This is getting real now. The NSW Police Force has launched a formal investigation following a review of information into reported cheating at gambling and match-fixing in the National Rugby League.
Back in early June, news emerged that the NRL was plagued by allegations of match fixing.
"This is not yet a formal investigation by police. There are no specific charges yet. They are in the early stages of making an assessment," NRL CEO Todd Greenberg said at the time.
We now have a formal investigation and it has a name. Detectives from the NSW State Crime Command's Organised Crime Squad have launched Strike Force Nuralda to investigate the matters and determine if any criminal offences have been committed.
Police said they will be working closely with the NSW Crime Commission, and have the full support of the NRL.
The investigation is expected to be protracted, with dozens of players, officials, and members of the community expected to be interviewed in the coming months.

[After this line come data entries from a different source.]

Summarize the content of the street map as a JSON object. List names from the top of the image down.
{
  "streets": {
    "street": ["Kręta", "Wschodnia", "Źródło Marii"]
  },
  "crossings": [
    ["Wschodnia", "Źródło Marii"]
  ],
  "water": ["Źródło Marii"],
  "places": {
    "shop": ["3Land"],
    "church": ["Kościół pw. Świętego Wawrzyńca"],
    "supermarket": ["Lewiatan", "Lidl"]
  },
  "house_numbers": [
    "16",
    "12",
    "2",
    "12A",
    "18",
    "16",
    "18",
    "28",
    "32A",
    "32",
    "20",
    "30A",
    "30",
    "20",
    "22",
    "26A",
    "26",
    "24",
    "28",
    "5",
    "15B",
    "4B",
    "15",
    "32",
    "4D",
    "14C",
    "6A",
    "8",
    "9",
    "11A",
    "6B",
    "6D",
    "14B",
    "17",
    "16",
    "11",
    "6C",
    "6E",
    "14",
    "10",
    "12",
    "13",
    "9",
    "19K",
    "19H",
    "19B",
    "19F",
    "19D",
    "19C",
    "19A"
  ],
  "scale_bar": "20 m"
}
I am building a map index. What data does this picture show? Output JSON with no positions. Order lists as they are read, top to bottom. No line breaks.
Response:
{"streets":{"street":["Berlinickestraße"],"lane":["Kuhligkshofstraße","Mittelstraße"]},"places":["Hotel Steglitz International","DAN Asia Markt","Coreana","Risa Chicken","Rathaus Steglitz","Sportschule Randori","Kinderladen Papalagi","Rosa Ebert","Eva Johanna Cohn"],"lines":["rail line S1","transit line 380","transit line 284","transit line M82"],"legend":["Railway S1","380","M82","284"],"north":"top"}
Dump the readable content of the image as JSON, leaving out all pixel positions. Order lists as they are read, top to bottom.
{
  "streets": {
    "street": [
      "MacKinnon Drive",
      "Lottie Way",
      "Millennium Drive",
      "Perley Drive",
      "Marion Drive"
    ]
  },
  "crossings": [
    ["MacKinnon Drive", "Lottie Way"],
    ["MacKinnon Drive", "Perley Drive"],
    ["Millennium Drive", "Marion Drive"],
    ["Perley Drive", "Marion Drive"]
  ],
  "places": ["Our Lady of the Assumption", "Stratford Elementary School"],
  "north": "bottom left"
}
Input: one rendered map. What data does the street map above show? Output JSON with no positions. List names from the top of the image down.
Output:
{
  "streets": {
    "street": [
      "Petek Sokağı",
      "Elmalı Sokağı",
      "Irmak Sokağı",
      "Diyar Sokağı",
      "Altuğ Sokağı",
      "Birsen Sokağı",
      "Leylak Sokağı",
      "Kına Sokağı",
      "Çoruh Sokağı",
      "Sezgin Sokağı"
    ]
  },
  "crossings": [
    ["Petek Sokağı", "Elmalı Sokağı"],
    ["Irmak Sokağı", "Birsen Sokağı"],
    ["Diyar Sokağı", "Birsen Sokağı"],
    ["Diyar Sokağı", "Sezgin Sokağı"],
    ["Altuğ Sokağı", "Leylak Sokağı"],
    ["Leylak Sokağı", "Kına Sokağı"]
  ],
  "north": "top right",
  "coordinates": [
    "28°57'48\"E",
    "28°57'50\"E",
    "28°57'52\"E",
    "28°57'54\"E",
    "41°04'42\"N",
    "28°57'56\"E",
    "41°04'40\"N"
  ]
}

Neither the police nor the NRL were able to offer any more information this Wednesday as to which players, clubs or matches would be under closest scrutiny, but the NRL said it will support and provide any assistance requested by the Police investigation into match fixing.
"We are not going to pre-judge any person associated with the game while this process is under way," Greenberg said.
"But I repeat my earlier warning that if any person is convicted of match fixing they will face a life ban from any involvement in Rugby League."
In June we reported that two games under particularly close scrutiny in the initial stage of the investigation were the round 16, 2015 clash between South Sydney and Manly Sea Eagles (which Souths won 20-8), and the round 24 clash between Manly and the Parramatta Eels (which the Eels won 20-16)
Rugby league has been rocked before by "spot fixing" allegations in the past but never by match fixing.
Spot fixing is deliberately fixing the outcome of a particular moment in a match. This allegedly took place in 2010 when a huge amount of money came for the unusual option of a penalty goal as the first scoring option.
Bulldogs player Ryan Tandy was accused of deliberately giving away a penalty in the front of the opposition goalposts. He denied any involvement but was arrested and found guilty of manipulating the first scoring point of the game. Tandy died of a drug overdose in 2014.
Match fixing, as the name suggests, is the act of deliberately engineering the result of a sporting contest.